Per me è un motivo di grande orgoglio far parte della COMUNITÀ DI “O ANCHE NO”, una realtà che trasforma i valori dell’inclusione in azioni concrete, andando ben oltre gli standard comuni. Fare un giornalismo di qualità significa prestare un’attenzione costante ad ogni dettaglio: dalla presenza della traduzione in LIS, all’uso attento di contrasti visivi adeguati e sottotitoli strutturati e ben visibili, con tempi di lettura sostenibili.
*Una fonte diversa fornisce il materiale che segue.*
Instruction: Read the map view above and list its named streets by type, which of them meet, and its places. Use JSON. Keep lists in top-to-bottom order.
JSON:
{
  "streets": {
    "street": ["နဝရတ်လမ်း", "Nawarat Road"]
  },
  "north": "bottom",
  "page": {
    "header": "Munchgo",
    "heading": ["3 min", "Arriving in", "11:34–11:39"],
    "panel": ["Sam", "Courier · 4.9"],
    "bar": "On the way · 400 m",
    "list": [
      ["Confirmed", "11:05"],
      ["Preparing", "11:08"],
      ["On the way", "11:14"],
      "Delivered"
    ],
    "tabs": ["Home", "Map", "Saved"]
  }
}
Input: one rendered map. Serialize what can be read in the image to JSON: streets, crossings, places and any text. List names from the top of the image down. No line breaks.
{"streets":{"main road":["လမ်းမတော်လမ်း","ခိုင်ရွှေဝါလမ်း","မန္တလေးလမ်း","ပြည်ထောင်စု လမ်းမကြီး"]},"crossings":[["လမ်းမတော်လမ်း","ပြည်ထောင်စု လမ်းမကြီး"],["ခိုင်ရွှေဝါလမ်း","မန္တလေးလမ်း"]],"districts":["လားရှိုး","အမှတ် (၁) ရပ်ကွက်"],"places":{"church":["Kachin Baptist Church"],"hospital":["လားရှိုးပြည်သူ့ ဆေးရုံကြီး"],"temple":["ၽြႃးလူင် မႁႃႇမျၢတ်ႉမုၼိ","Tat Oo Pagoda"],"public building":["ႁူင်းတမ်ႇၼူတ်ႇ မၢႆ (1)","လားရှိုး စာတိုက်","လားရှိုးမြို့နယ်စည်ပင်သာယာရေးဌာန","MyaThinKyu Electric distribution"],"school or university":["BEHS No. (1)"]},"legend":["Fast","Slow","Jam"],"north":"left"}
Abbattere le BARRIERE, del resto, non riguarda soltanto la dimensione architettonica o culturale, ma anche quella informativa. Per poter giudicare e commentare consapevolmente è indispensabile informarsi in modo obiettivo, rigoroso e multidimensionale, ricordando che la disabilità è una parte integrante del mondo che riguarda tutti, tra affetti, famiglie e relazioni quotidiane.
Avere una disabilità non significa affatto essere meno capaci o non saper fare nulla, ed è proprio per questo che offrire strumenti di conoscenza accurati ed etici rappresenta il cuore del mio impegno professionale.